▶ _ASSIGNMENT_
Copy every line below that has the word "they" in it.

▶ _MATERIAL FOR THIS TASK_

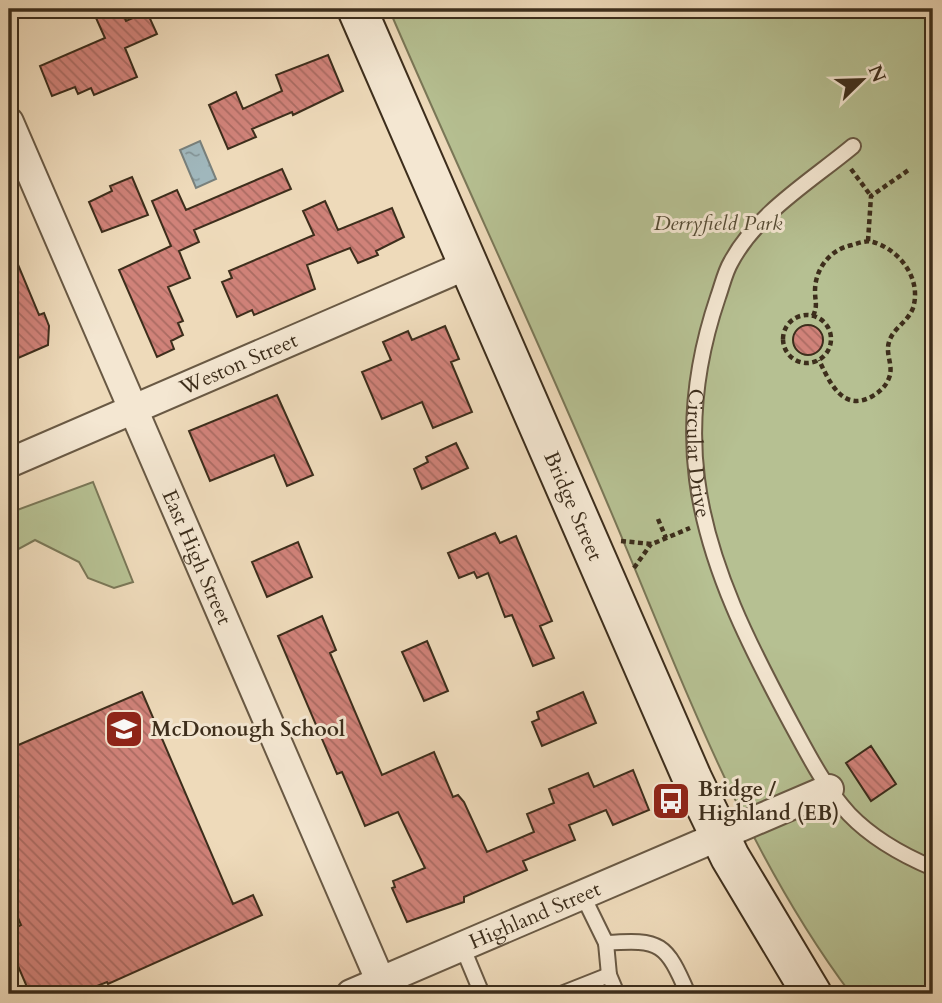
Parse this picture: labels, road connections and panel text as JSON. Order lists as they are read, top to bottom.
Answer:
{
  "streets": {
    "main road": ["Bridge Street"],
    "street": ["Weston Street", "East High Street", "Highland Street"],
    "lane": ["Circular Drive"]
  },
  "crossings": [
    ["Weston Street", "Bridge Street"],
    ["Weston Street", "East High Street"],
    ["Bridge Street", "Highland Street"],
    ["East High Street", "Highland Street"]
  ],
  "parks": ["Derryfield Park"],
  "places": {
    "school or university": ["McDonough School"],
    "bus stop": ["Bridge / Highland (EB)"]
  },
  "north": "top right"
}
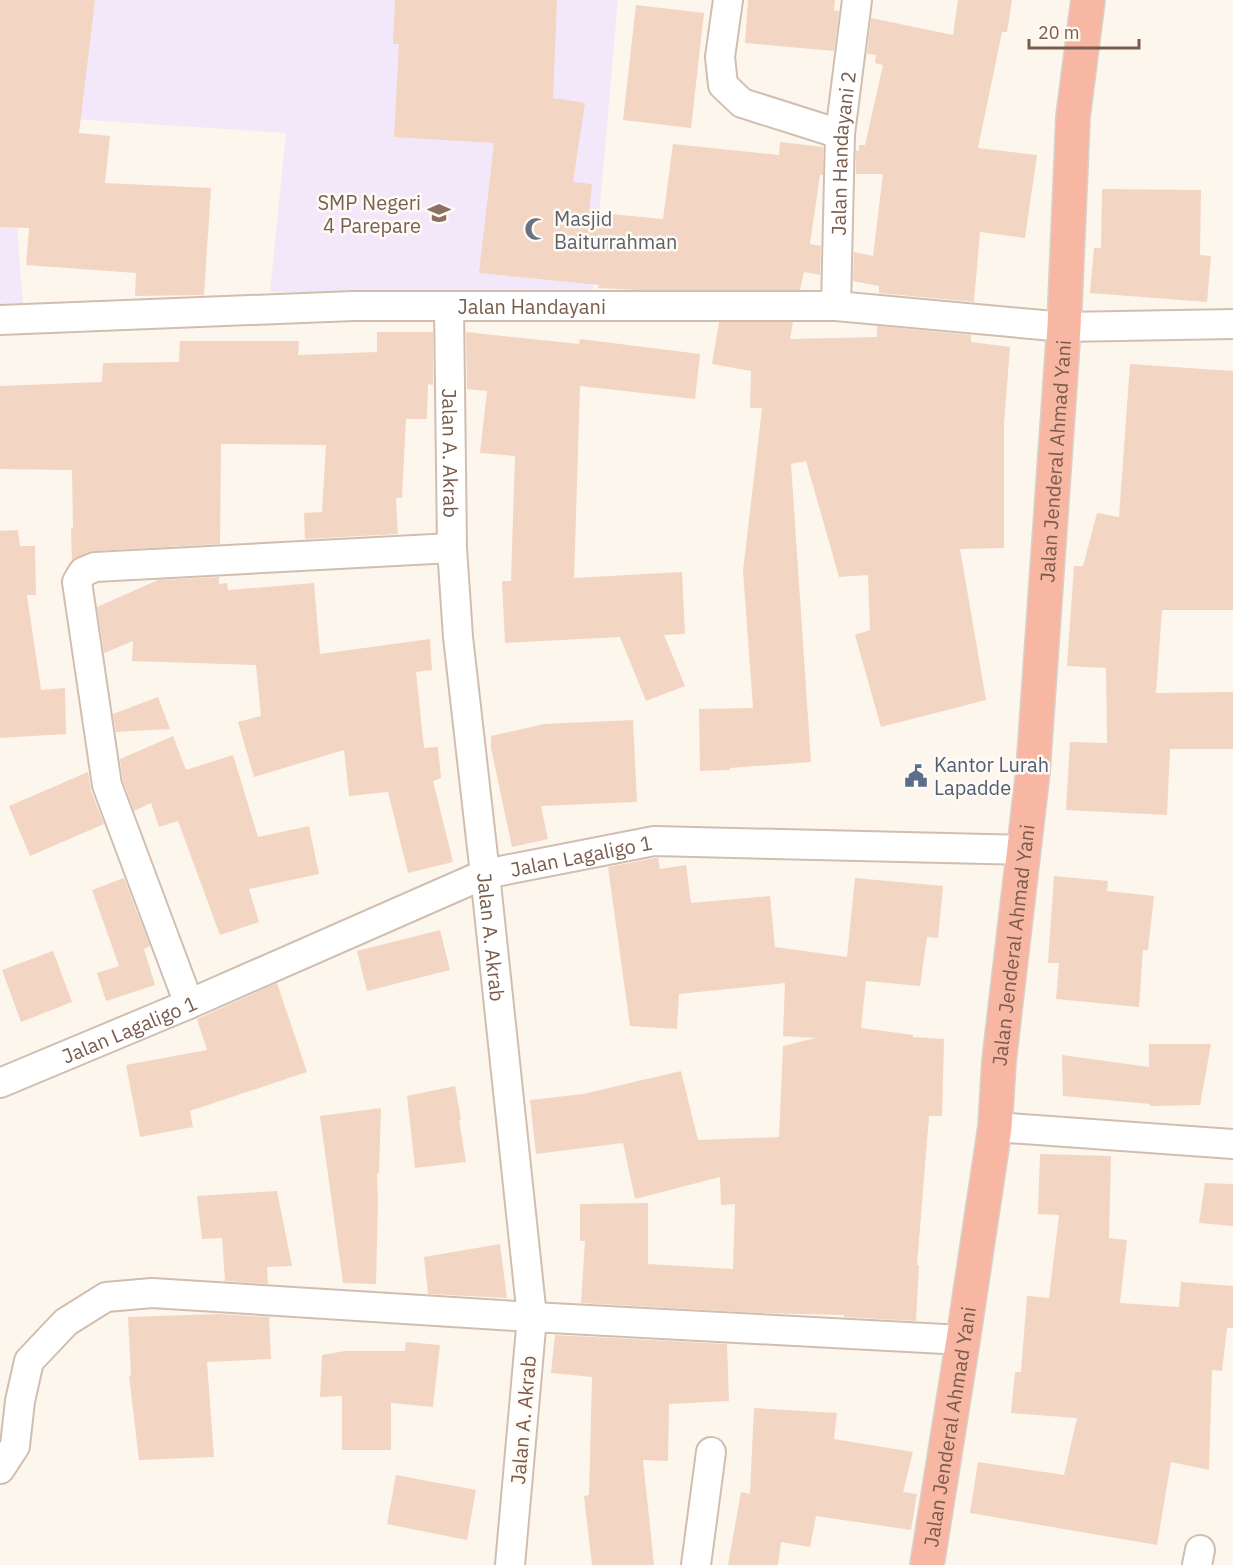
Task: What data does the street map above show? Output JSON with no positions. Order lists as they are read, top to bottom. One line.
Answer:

▶ _RESPONSE TO THIS TASK_
Parse this picture: labels, road connections and panel text as JSON. Order lists as they are read, top to bottom.
Task: What data does the street map above show? Output JSON with no positions. Order lists as they are read, top to bottom. One line.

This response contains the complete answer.